Superados los conflictos y repartidos los personajes, los jóvenes empezaron a construir el escenario en tierras más polvosas que el desierto. Algunos tendrían que ser los malos y otros los héroes televisivos en un ambiente nada selvático.
Pasado el tiempo, y en calurosas temporadas, los héroes fueron cambiando y llegó a su ambiente de infancia el Santo, “el enmascarado de plata”, al que en la pantalla del Cine Faro, improvisado este último en un lote baldío en el barrio de San Miguelito, veían luchando al tratar de vencer momias, mujeres-vampiro y monstruos, así como a rudos luchadores de la clase de El Cavernario Galindo, Blue Demon o El Lobo Negro, a quienes el enmascarado de plata vencía en la tercera caída, pues, la segunda era generalmente para los rudos. Así, siempre vencería el enmascarado de plata.

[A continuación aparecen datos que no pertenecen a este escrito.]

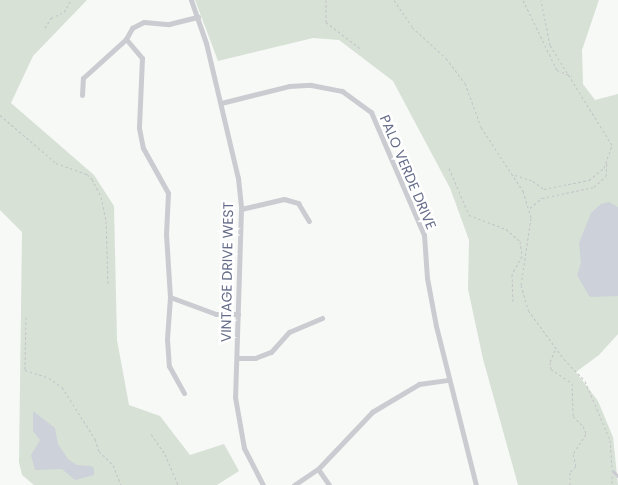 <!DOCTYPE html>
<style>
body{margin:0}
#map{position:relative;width:618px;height:485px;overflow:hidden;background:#f7f9f6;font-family:Poppins,sans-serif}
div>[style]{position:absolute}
.green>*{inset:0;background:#d7e1d6}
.water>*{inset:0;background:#cdd1d9}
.path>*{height:1px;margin-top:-0.5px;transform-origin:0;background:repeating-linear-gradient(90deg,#c4c4c7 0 2.5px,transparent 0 5px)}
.lane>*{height:2.5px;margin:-1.25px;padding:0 1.25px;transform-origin:1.25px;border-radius:1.25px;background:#cbccd1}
.street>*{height:5px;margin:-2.5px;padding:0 2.5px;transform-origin:2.5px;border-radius:2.5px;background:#cbccd1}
span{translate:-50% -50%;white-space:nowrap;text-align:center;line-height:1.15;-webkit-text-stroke:5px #fff;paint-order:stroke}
.street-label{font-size:14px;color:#656c89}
</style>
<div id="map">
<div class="green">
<div style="clip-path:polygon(0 0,87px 0,33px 56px,11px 103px,94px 175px,114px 206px,117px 340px,129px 405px,160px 416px,190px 455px,224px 444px,239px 471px,217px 485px,34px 485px,22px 475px,19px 462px,22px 232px,0 210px)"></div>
<div style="clip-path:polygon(195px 0,599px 0,582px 50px,583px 84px,595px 100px,618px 94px,618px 334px,599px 355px,576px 372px,598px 401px,613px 437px,618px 485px,518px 485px,483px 359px,468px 289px,469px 240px,450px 188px,393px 81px,339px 40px,313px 38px,218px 61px)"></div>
</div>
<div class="water">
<div style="clip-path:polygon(609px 202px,618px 207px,618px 296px,592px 297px,589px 296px,577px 275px,581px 263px,579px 243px,591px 213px,601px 204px)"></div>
<div style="clip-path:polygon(33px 411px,55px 428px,58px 444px,68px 459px,77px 465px,91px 466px,94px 468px,94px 475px,75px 480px,62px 469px,35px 470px,31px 455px,40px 440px,33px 431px)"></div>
</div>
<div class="path">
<div style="left:326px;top:0;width:22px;rotate:90deg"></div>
<div style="left:326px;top:22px;width:44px;rotate:37.6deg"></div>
<div style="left:394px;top:0;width:32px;rotate:56deg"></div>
<div style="left:412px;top:27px;width:46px;rotate:42.4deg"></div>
<div style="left:446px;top:58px;width:31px;rotate:53deg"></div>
<div style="left:465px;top:83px;width:47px;rotate:70deg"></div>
<div style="left:481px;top:127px;width:77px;rotate:56.7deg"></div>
<div style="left:523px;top:191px;width:28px;rotate:73deg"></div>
<div style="left:531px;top:218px;width:68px;rotate:98.5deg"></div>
<div style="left:521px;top:285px;width:26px;rotate:74deg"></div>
<div style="left:528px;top:310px;width:61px;rotate:53.7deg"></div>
<div style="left:564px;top:359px;width:30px;rotate:46deg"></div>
<div style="left:585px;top:381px;width:64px;rotate:67deg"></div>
<div style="left:610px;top:440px;width:27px;rotate:86deg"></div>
<div style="left:523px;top:0;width:78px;rotate:64.1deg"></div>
<div style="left:557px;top:70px;width:16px;rotate:22deg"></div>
<div style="left:45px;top:28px;width:12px;rotate:-59deg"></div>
<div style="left:51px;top:18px;width:14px;rotate:-25deg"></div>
<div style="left:64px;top:12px;width:14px;rotate:-60deg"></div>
<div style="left:0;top:115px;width:74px;rotate:40.6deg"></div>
<div style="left:56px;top:163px;width:33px;rotate:20deg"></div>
<div style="left:87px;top:174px;width:7px;rotate:45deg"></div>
<div style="left:92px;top:179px;width:20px;rotate:63deg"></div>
<div style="left:101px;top:197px;width:25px;rotate:78deg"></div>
<div style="left:106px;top:221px;width:63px;rotate:88.2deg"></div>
<div style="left:449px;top:168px;width:51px;rotate:66.9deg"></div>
<div style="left:469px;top:215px;width:40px;rotate:21deg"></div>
<div style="left:506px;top:229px;width:18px;rotate:41deg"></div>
<div style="left:520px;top:241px;width:15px;rotate:82deg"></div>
<div style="left:522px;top:256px;width:21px;rotate:119deg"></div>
<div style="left:512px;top:274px;width:29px;rotate:88deg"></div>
<div style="left:515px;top:175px;width:19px;rotate:18deg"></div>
<div style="left:533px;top:181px;width:14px;rotate:36deg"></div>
<div style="left:544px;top:189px;width:46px;rotate:-11.3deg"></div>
<div style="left:589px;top:180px;width:19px;rotate:-39deg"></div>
<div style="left:604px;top:168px;width:24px;rotate:-71deg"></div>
<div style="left:612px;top:145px;width:118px;rotate:-121.8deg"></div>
<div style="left:550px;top:45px;width:46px;rotate:-101.3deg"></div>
<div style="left:530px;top:208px;width:16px;rotate:-40deg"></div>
<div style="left:542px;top:198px;width:53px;rotate:-11.9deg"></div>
<div style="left:594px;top:187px;width:16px;rotate:-43deg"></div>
<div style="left:606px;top:176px;width:13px;rotate:-86deg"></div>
<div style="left:26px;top:317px;width:53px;rotate:91.1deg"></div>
<div style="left:25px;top:370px;width:25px;rotate:18deg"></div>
<div style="left:49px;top:378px;width:16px;rotate:35deg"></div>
<div style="left:62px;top:387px;width:62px;rotate:57.6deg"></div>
<div style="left:95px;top:439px;width:13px;rotate:72deg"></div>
<div style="left:99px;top:451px;width:20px;rotate:45deg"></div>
<div style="left:113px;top:465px;width:22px;rotate:68deg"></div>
<div style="left:555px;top:350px;width:13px;rotate:113deg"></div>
<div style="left:550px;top:362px;width:7px;rotate:82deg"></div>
<div style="left:551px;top:369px;width:25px;rotate:34deg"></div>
<div style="left:572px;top:383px;width:33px;rotate:88deg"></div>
<div style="left:573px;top:416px;width:14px;rotate:45deg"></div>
<div style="left:583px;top:426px;width:9px;rotate:69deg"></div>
<div style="left:586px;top:434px;width:24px;rotate:123deg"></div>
<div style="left:573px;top:454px;width:12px;rotate:76deg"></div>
<div style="left:576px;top:466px;width:8px;rotate:135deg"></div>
<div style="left:570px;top:472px;width:13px;rotate:90deg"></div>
<div style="left:151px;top:434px;width:24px;rotate:55deg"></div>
<div style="left:165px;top:454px;width:34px;rotate:67deg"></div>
<div style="left:612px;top:476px;width:9px;rotate:90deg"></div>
</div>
<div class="lane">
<div style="left:613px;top:471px;width:7px;rotate:45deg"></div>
</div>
<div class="street">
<div style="left:191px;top:0;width:46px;rotate:70.8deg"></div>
<div style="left:206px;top:43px;width:139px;rotate:76.7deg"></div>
<div style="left:238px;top:178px;width:31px;rotate:84deg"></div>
<div style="left:241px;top:209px;width:188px;rotate:91.8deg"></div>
<div style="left:235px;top:397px;width:52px;rotate:80deg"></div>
<div style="left:244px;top:448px;width:42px;rotate:62.8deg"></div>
<div style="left:126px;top:39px;width:25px;rotate:50deg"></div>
<div style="left:142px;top:58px;width:70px;rotate:92.5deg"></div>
<div style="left:139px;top:128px;width:20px;rotate:79deg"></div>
<div style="left:143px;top:148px;width:51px;rotate:60.9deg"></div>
<div style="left:168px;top:193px;width:41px;rotate:92.8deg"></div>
<div style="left:166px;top:234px;width:63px;rotate:86.4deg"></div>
<div style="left:170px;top:297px;width:42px;rotate:94.1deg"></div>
<div style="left:167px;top:339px;width:27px;rotate:86deg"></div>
<div style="left:169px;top:366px;width:31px;rotate:61deg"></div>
<div style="left:82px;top:95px;width:17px;rotate:-87deg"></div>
<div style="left:83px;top:78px;width:58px;rotate:-42.2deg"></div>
<div style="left:126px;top:39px;width:13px;rotate:-61deg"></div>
<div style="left:132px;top:28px;width:13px;rotate:-27deg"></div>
<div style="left:144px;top:22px;width:25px;rotate:5deg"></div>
<div style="left:169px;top:24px;width:30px;rotate:-14deg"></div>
<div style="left:221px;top:103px;width:70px;rotate:-14deg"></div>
<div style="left:289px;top:86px;width:22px;rotate:-3deg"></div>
<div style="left:311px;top:85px;width:32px;rotate:11deg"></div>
<div style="left:342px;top:91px;width:36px;rotate:36deg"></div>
<div style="left:371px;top:112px;width:134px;rotate:66.7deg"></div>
<div style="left:424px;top:235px;width:43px;rotate:86deg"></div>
<div style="left:427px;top:278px;width:49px;rotate:79.4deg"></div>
<div style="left:436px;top:326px;width:164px;rotate:75.9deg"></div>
<div style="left:241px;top:209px;width:44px;rotate:-13.1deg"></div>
<div style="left:284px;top:199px;width:15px;rotate:16deg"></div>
<div style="left:298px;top:203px;width:21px;rotate:59deg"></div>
<div style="left:170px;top:297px;width:49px;rotate:20.3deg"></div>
<div style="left:216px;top:314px;width:22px"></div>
<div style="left:237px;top:358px;width:18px"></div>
<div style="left:255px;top:358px;width:17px;rotate:-21deg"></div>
<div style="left:271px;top:352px;width:27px;rotate:-48deg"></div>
<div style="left:289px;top:332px;width:36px;rotate:-23deg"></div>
<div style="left:318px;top:469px;width:19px;rotate:55deg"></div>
<div style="left:294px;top:485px;width:29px;rotate:-34deg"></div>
<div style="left:318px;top:469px;width:79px;rotate:-46.5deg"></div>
<div style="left:372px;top:412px;width:55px;rotate:-30.8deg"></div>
<div style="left:419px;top:384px;width:28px;rotate:-8deg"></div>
</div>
<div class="street-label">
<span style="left:408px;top:172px;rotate:67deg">PALO VERDE DRIVE</span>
<span style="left:227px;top:272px;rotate:-89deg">VINTAGE DRIVE WEST</span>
</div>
</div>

Por aquel entonces, el pequeño de la casa creía que el luchador del cuadrilátero triunfaba gracias al aplauso y al griterío del frenético público. Aquello era una fantasía que le permitía, al salir del cine, ir a descansar ante el triunfo de los héroes. Sin embargo, en algunas otras ocasiones se convertían en pesadillas que por la noche lo hacían saltar y despertar con gritos, ya que en la madrugada esperaba al héroe, cualquiera que fuera, el Santo o Tarzán, para que llegara a ayudarle a conciliar el sueño; aunque, en realidad, era la gran mano izquierda de su padre la única que le dio consuelo y un sueño tranquilo a su hijo número once, el más pequeño, mientras el chiquillo seguía en sus sueños la eterna búsqueda del héroe que le ayudara a sentirse protegido.